Start of Given data

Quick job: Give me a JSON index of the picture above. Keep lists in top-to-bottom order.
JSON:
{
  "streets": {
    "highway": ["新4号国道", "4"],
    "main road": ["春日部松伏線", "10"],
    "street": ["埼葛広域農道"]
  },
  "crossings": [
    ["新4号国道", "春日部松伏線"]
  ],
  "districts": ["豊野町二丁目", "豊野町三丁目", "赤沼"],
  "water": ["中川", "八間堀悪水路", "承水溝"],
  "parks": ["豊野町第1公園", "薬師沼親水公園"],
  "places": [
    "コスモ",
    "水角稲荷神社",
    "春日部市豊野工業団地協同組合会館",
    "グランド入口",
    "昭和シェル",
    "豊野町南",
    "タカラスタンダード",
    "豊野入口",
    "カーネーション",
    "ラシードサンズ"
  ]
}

End of Given data

_What you are asked to do_: Starting at the top, retype every line of the material above exactly.

_Answer for the task_:
Quick job: Give me a JSON index of the picture above. Keep lists in top-to-bottom order.
JSON:
{
  "streets": {
    "highway": ["新4号国道", "4"],
    "main road": ["春日部松伏線", "10"],
    "street": ["埼葛広域農道"]
  },
  "crossings": [
    ["新4号国道", "春日部松伏線"]
  ],
  "districts": ["豊野町二丁目", "豊野町三丁目", "赤沼"],
  "water": ["中川", "八間堀悪水路", "承水溝"],
  "parks": ["豊野町第1公園", "薬師沼親水公園"],
  "places": [
    "コスモ",
    "水角稲荷神社",
    "春日部市豊野工業団地協同組合会館",
    "グランド入口",
    "昭和シェル",
    "豊野町南",
    "タカラスタンダード",
    "豊野入口",
    "カーネーション",
    "ラシードサンズ"
  ]
}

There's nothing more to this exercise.